At present the aircraft operate (weather dependent) seven days a week from 08:00 to 20:00 at Caernarfon and Welshpool, 07:00–19:00 at Llanelli, 07:00–19:00 at Cardiff Heliport, and 19:00–07:00 at Cardiff Heliport to ensure that there is 24-hour emergency cover across the whole of Wales.

The air ambulance service in Wales is delivered via a Third Sector and Public Sector partnership. The Wales Air Ambulance Charity needs to raise funds every year to supply and maintain the aircraft and rapid response vehicle fleets. The consultants and critical care practitioners who work for the service are supplied by EMRTS Cymru, a part of NHS Wales. Pilots are provided by specialist emergency services helicopter company Gama Aviation.
The specialist medical teams can provide a range of critical care interventions, previously only found in hospitals, at the roadside, reducing the time taken for lifesaving care to take place. This includes giving a general anaesthetic to patients, providing sedation for painful procedures and undertaking critical surgical procedures. All vehicle platforms carry a range of equipment to facilitate this including monitoring, high level portable ventilator and specialist transfer equipment. More recently, the service has commenced carrying blood products. This includes red blood cells for transfusion to bleeding patients, as well as freeze-dried plasma and fibrinogen to help with clotting and monitors and drugs to help reverse bleeding in patients who are on blood thinning medicine (warfarin) in an emergency situation.

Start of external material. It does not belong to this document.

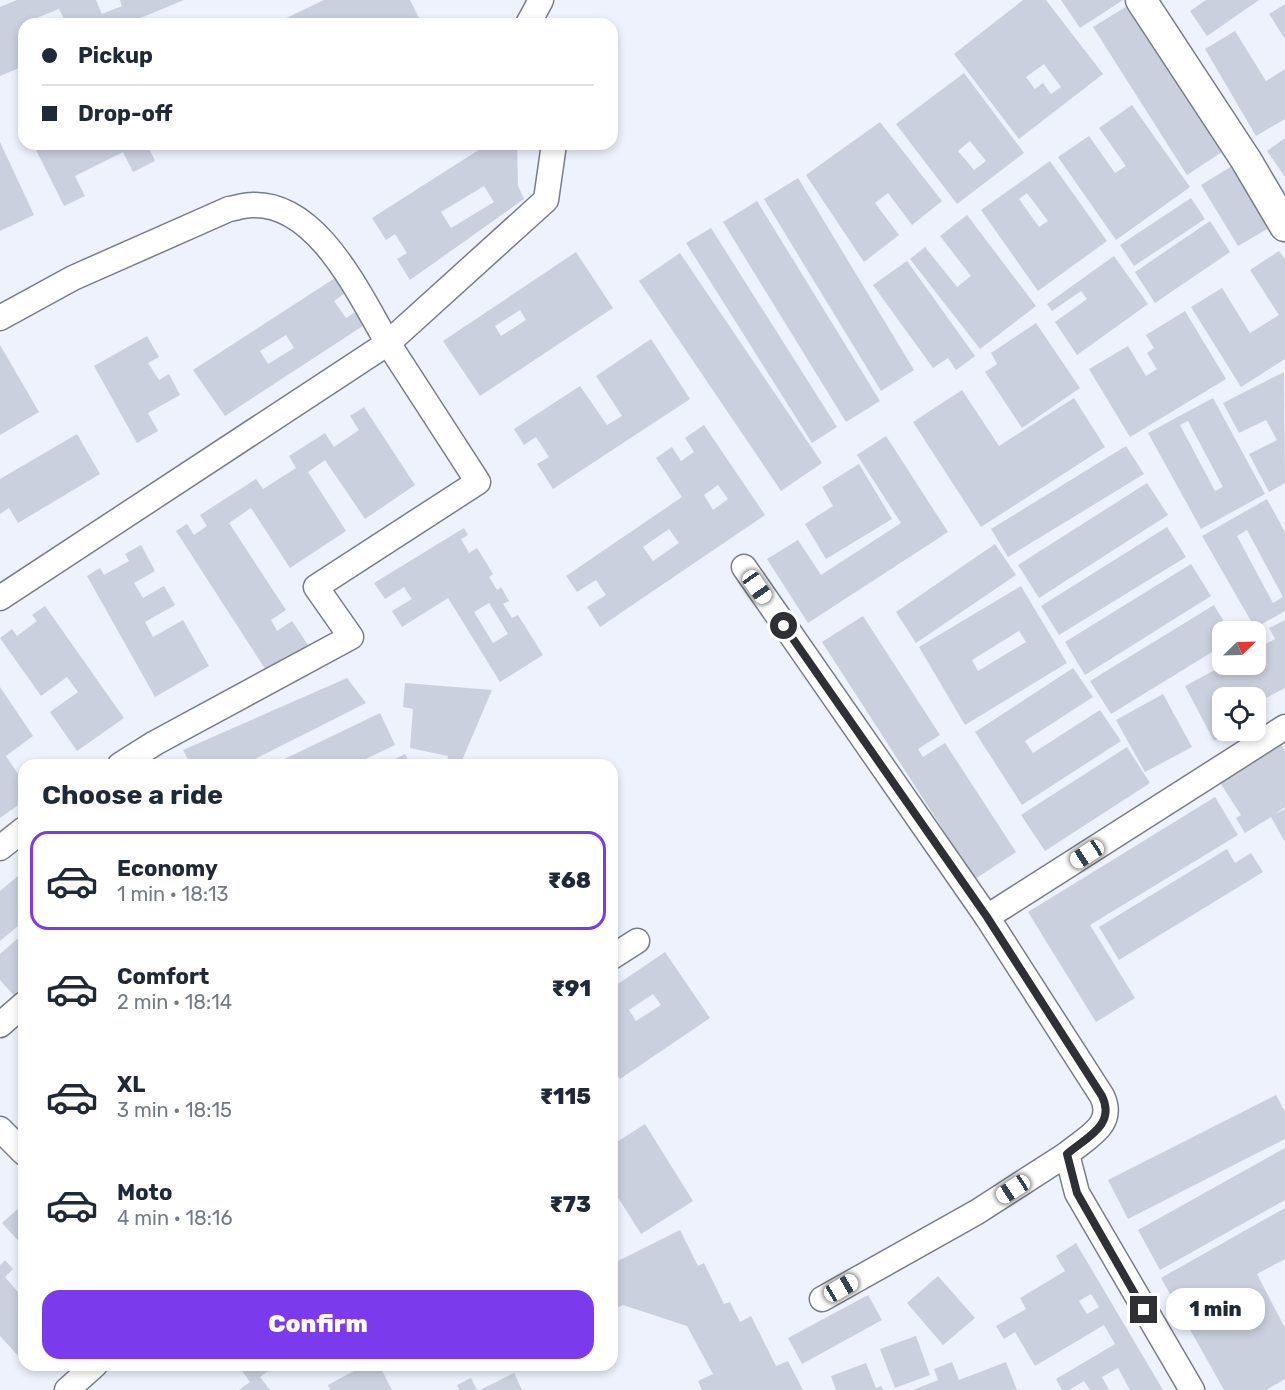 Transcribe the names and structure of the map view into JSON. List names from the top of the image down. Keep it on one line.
{"north":"top right","page":{"banner":["Pickup","Drop-off"],"heading":"Choose a ride","list":[{"name":"Economy","note":"1 min · 18:13","value":"₹68"},{"name":"Comfort","note":"2 min · 18:14","value":"₹91"},{"name":"XL","note":"3 min · 18:15","value":"₹115"},{"name":"Moto","note":"4 min · 18:16","value":"₹73"}],"buttons":"Confirm","bubble":"1 min"}} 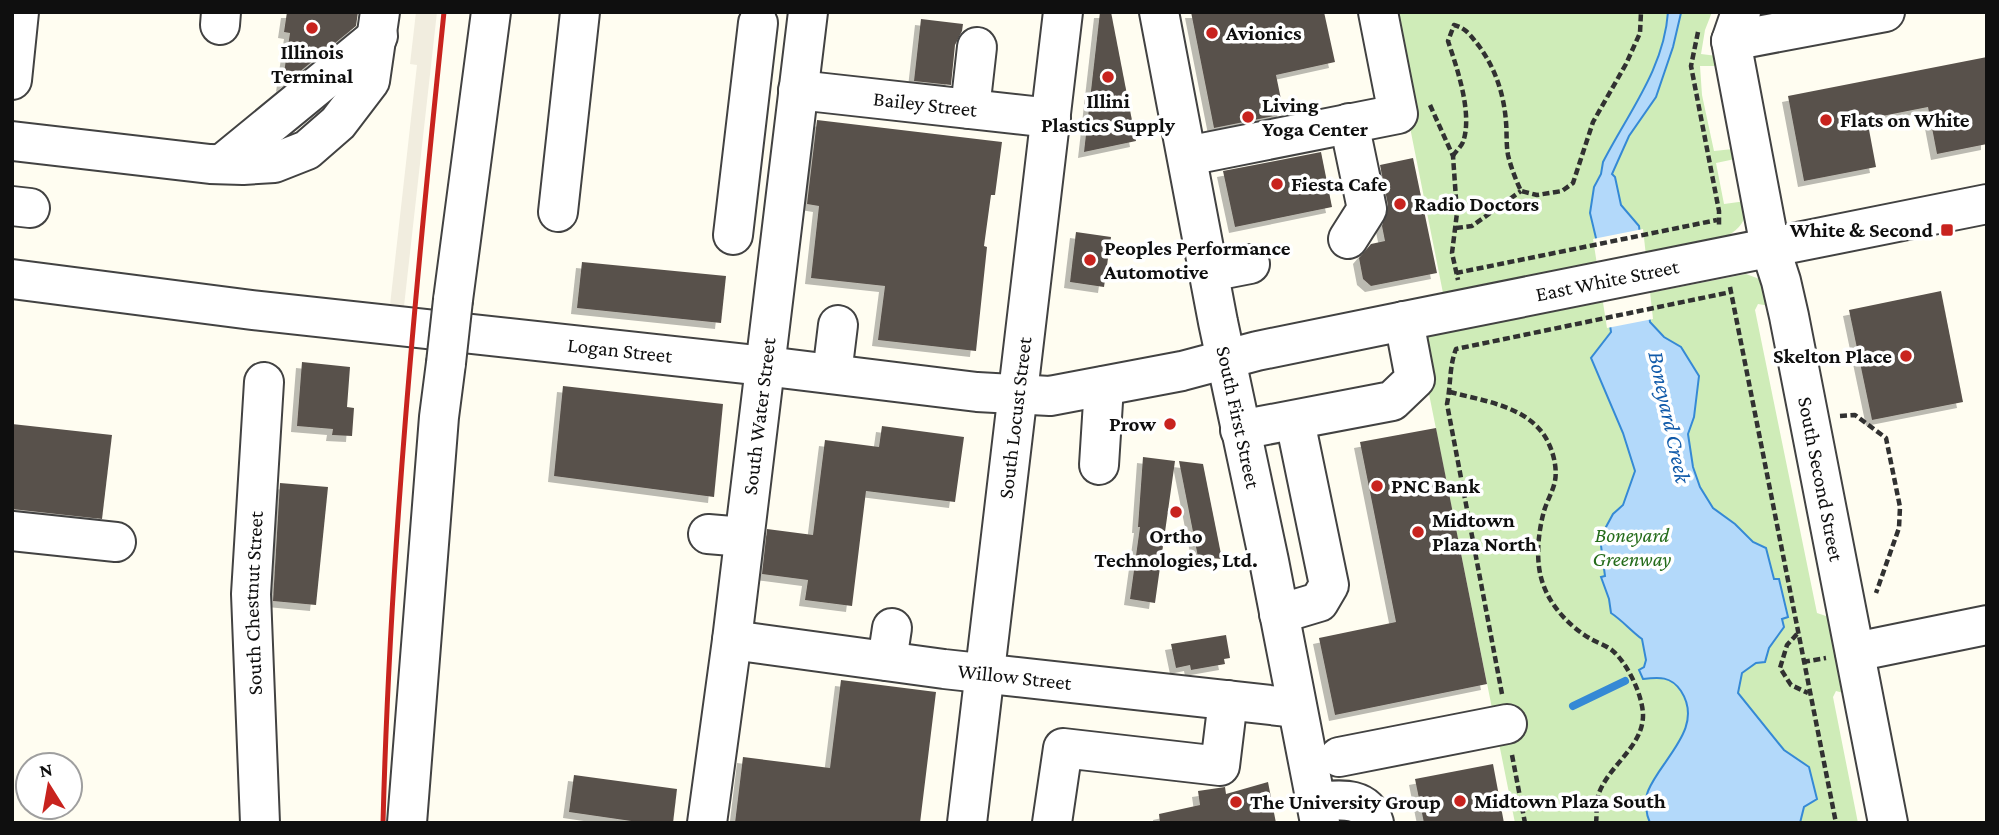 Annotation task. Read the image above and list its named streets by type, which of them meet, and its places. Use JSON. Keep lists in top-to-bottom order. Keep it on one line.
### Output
{"streets":{"street":["Bailey Street","East White Street","Logan Street","South Water Street","South Locust Street","South First Street","South Second Street","South Chestnut Street","Willow Street"]},"crossings":[["Bailey Street","South Water Street"],["Bailey Street","South Locust Street"],["East White Street","Logan Street"],["East White Street","South First Street"],["East White Street","South Second Street"],["Logan Street","South Water Street"],["Logan Street","South Locust Street"],["Logan Street","South First Street"],["South Water Street","Willow Street"],["South Locust Street","Willow Street"],["South First Street","Willow Street"]],"water":["Boneyard Creek"],"parks":["Boneyard Greenway"],"places":{"other":["Illinois Terminal","Avionics","Illini Plastics Supply","Living Yoga Center","Flats on White","Fiesta Cafe","Radio Doctors","Peoples Performance Automotive","Skelton Place","Prow","PNC Bank","Ortho Technologies, Ltd.","Midtown Plaza North","Midtown Plaza South","The University Group"],"transit":["White & Second"]},"north":"top"}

In the year ending 31 July 2024, the charity had an income of £16.8 million, including £152,000 from government grants.
Expenditure was £17.4M, of which £11M (63%) was spent on delivering the charitable service. The remaining £6.4M was spent on fundraising and governance.

==Fleet==
The charity operate a fleet of four Airbus H145 helicopters plus one reserve.
Llanelli-based aircraft (G-WENU) has call sign Helimed 57, Welshpool (G-WOBR) is Helimed 59, while the Caernarfon-based aircraft (G-WROL) has call sign Helimed 61. These are joined by G-WYDN and G-LOYW

All helicopters are owned by Gama Aviation, who also provide the pilots, base engineers and maintenance for the aircraft.

In addition to the four aircraft, the charity has a fleet of rapid response vehicles (RRV), spread across its four bases. These vehicles, fitted with full audio and visual warning systems, carry the same standard equipment as the aircraft, and are utilised if the aircraft is offline, for example due to weather conditions, or as an additional responding resource.